Stored data:
Content starts

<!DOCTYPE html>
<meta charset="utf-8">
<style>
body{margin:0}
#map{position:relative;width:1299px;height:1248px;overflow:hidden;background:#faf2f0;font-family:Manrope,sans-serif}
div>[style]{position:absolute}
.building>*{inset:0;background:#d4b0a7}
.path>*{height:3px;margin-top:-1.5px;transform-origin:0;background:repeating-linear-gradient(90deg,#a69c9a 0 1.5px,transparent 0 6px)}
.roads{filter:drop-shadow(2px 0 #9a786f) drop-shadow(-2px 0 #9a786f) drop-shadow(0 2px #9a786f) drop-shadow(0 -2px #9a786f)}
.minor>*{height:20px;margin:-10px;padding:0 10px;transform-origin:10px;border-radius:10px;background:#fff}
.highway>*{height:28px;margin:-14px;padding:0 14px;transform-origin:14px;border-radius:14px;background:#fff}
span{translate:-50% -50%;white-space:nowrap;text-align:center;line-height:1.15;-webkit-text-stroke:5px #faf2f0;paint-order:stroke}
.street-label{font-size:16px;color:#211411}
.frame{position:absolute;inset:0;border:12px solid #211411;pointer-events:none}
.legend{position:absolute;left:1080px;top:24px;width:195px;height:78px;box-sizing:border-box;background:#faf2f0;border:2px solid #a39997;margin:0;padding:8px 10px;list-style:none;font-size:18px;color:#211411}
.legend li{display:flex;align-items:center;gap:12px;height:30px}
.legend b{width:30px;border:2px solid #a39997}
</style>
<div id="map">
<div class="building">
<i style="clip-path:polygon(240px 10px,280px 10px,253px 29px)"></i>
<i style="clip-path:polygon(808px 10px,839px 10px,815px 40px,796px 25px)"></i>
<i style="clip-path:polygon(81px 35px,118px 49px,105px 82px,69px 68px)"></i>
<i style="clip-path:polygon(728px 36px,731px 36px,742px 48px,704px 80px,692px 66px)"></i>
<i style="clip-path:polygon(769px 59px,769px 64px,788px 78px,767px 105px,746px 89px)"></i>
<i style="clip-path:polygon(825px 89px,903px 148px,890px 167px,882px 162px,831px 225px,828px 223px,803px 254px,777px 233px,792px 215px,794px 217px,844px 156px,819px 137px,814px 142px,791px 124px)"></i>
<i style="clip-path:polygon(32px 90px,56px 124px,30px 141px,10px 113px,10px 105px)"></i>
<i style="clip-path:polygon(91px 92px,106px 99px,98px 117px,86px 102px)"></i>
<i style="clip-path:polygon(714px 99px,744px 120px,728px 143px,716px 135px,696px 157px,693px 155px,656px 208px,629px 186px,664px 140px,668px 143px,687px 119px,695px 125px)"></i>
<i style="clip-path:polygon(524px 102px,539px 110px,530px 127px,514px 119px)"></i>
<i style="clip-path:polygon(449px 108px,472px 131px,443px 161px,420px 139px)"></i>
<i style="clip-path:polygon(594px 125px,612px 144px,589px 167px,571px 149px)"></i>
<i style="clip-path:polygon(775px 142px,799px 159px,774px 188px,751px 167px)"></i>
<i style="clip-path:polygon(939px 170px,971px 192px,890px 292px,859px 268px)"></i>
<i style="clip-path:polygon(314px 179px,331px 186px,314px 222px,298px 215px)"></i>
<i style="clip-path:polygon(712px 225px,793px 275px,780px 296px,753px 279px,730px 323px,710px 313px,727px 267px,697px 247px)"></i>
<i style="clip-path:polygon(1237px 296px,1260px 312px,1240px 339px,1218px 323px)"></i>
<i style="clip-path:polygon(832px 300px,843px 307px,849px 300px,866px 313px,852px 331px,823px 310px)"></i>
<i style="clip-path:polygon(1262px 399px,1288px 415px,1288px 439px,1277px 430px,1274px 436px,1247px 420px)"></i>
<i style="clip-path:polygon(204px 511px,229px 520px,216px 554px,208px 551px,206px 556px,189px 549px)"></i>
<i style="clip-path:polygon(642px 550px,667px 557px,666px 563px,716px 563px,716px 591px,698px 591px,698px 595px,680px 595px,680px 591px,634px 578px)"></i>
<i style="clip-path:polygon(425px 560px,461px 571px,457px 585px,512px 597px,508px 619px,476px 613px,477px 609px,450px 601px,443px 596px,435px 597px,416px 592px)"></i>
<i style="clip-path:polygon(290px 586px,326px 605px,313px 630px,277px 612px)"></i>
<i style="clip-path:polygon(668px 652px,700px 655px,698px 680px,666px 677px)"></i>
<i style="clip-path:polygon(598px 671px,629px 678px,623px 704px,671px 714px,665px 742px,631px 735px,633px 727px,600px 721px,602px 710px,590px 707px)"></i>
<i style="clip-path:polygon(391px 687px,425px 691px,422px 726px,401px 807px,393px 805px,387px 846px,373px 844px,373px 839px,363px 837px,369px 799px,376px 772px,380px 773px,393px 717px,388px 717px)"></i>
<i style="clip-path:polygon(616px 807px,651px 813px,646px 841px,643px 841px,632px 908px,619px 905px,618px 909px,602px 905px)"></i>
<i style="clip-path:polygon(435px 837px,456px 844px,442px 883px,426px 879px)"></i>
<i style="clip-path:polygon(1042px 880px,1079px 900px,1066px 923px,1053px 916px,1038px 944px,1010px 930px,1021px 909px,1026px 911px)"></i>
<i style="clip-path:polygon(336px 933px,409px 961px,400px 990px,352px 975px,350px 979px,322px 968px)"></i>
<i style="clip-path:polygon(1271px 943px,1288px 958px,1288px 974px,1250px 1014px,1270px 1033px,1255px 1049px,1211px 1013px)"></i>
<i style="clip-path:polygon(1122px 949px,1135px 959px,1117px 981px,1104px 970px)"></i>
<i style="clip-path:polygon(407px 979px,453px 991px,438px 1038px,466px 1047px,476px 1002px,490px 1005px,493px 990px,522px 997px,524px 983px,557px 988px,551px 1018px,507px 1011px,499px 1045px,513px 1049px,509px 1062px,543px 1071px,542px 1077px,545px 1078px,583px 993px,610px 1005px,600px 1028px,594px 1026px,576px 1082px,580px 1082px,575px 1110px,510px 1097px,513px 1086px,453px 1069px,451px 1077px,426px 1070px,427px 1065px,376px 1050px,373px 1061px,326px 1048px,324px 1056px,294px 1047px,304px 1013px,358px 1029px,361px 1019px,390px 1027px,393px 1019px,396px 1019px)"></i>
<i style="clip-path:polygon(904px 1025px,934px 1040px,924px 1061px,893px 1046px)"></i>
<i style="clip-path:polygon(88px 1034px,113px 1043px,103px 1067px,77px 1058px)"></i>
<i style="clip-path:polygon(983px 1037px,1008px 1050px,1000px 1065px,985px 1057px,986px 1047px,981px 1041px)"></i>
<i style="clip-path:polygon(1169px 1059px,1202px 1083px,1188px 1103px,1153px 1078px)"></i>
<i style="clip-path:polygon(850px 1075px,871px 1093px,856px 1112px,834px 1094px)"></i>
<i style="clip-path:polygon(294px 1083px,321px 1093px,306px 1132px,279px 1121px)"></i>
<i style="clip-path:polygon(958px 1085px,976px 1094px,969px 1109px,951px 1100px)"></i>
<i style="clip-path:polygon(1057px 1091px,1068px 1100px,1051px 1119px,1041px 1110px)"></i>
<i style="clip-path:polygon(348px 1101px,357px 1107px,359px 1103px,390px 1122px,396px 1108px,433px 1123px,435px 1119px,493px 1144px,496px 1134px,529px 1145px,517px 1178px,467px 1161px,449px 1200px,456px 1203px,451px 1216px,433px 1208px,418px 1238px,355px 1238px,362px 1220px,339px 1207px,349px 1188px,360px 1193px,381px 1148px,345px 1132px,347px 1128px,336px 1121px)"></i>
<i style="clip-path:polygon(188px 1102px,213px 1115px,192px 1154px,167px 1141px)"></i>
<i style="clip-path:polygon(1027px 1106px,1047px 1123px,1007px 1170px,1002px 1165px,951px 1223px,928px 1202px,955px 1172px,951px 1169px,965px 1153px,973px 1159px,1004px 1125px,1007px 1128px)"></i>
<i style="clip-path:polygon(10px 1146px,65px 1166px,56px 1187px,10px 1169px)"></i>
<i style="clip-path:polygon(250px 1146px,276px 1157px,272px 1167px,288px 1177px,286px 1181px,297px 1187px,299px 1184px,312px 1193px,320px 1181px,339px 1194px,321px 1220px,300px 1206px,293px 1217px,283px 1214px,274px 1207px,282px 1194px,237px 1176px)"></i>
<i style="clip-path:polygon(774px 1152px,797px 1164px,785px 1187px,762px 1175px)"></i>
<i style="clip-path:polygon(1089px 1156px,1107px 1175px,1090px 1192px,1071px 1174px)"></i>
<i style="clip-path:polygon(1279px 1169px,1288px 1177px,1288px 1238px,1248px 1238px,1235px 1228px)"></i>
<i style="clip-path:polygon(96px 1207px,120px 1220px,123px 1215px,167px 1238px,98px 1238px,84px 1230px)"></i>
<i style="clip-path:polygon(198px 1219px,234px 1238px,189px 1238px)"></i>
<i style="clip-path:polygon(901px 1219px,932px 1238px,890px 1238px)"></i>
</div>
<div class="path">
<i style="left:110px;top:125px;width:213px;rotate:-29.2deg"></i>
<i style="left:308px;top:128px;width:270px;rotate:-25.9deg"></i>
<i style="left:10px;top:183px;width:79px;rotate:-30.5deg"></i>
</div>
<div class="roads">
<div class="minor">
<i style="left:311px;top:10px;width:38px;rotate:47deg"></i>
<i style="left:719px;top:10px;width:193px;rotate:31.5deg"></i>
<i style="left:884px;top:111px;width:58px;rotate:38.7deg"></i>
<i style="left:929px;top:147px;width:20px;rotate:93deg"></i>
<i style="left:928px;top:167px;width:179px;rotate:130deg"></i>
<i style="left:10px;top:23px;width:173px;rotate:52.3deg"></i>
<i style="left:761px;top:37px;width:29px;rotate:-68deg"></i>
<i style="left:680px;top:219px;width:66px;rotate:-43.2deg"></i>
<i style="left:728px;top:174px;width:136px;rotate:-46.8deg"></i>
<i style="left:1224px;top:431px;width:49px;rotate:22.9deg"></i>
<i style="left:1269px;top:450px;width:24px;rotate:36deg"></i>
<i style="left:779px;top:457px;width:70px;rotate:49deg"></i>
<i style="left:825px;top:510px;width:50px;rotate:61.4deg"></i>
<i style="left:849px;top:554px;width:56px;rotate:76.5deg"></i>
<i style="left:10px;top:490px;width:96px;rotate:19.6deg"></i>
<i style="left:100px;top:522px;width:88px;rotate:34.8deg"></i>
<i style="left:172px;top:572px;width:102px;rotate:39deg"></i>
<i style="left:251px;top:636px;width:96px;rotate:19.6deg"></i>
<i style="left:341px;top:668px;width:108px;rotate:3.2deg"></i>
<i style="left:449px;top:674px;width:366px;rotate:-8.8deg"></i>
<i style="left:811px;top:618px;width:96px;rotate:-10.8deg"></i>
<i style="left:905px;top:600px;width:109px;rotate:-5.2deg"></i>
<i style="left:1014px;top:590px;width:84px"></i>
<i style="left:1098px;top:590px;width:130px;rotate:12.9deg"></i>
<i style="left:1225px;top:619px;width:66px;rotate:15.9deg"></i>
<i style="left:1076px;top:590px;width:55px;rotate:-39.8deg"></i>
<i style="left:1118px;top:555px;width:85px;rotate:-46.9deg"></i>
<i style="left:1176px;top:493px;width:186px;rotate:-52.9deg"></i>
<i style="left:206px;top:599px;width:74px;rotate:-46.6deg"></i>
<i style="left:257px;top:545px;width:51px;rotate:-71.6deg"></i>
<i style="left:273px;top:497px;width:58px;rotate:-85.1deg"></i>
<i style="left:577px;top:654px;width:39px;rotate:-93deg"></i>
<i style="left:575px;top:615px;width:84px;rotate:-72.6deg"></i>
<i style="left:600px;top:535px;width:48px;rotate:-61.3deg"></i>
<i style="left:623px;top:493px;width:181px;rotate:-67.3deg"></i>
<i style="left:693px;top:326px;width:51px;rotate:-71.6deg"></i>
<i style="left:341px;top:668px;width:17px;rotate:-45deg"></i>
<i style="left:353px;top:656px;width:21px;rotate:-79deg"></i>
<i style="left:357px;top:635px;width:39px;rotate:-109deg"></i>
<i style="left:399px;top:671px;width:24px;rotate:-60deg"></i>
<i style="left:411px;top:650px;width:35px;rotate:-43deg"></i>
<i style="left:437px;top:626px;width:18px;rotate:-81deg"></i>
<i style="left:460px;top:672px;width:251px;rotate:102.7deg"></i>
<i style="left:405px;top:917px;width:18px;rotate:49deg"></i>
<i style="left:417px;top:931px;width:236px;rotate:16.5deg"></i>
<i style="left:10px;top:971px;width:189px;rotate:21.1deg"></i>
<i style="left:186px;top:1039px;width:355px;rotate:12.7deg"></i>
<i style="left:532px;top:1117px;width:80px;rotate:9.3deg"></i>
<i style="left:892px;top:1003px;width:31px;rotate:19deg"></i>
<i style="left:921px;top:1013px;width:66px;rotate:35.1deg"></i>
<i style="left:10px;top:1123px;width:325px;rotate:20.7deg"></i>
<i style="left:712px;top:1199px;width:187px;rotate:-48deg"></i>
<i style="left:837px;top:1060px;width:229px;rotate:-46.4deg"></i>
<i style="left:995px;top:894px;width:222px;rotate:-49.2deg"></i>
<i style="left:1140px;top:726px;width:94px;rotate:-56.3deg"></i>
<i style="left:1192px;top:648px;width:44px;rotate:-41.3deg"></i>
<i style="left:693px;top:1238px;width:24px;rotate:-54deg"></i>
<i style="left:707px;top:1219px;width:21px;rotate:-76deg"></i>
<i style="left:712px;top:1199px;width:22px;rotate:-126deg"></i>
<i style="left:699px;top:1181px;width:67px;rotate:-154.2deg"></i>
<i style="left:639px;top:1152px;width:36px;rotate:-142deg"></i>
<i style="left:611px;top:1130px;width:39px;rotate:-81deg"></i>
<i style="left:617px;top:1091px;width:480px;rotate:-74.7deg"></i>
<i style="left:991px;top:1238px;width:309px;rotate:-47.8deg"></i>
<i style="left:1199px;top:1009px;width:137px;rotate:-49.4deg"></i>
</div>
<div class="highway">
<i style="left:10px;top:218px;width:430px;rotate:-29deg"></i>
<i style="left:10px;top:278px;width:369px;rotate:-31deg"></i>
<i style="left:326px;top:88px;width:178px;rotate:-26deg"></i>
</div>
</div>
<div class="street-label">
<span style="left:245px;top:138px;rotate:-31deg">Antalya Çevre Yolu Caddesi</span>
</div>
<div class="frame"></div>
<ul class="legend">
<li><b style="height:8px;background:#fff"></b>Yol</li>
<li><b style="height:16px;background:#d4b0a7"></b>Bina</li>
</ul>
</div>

Content ends

■ **TASK BRIEF**
The first line of the entries above marks where to begin; repeat each line exactly through the one that contains "0 1.5px,transparent 0", and include that line.

■ **COMPLETED EXERCISE**
<!DOCTYPE html>
<meta charset="utf-8">
<style>
body{margin:0}
#map{position:relative;width:1299px;height:1248px;overflow:hidden;background:#faf2f0;font-family:Manrope,sans-serif}
div>[style]{position:absolute}
.building>*{inset:0;background:#d4b0a7}
.path>*{height:3px;margin-top:-1.5px;transform-origin:0;background:repeating-linear-gradient(90deg,#a69c9a 0 1.5px,transparent 0 6px)}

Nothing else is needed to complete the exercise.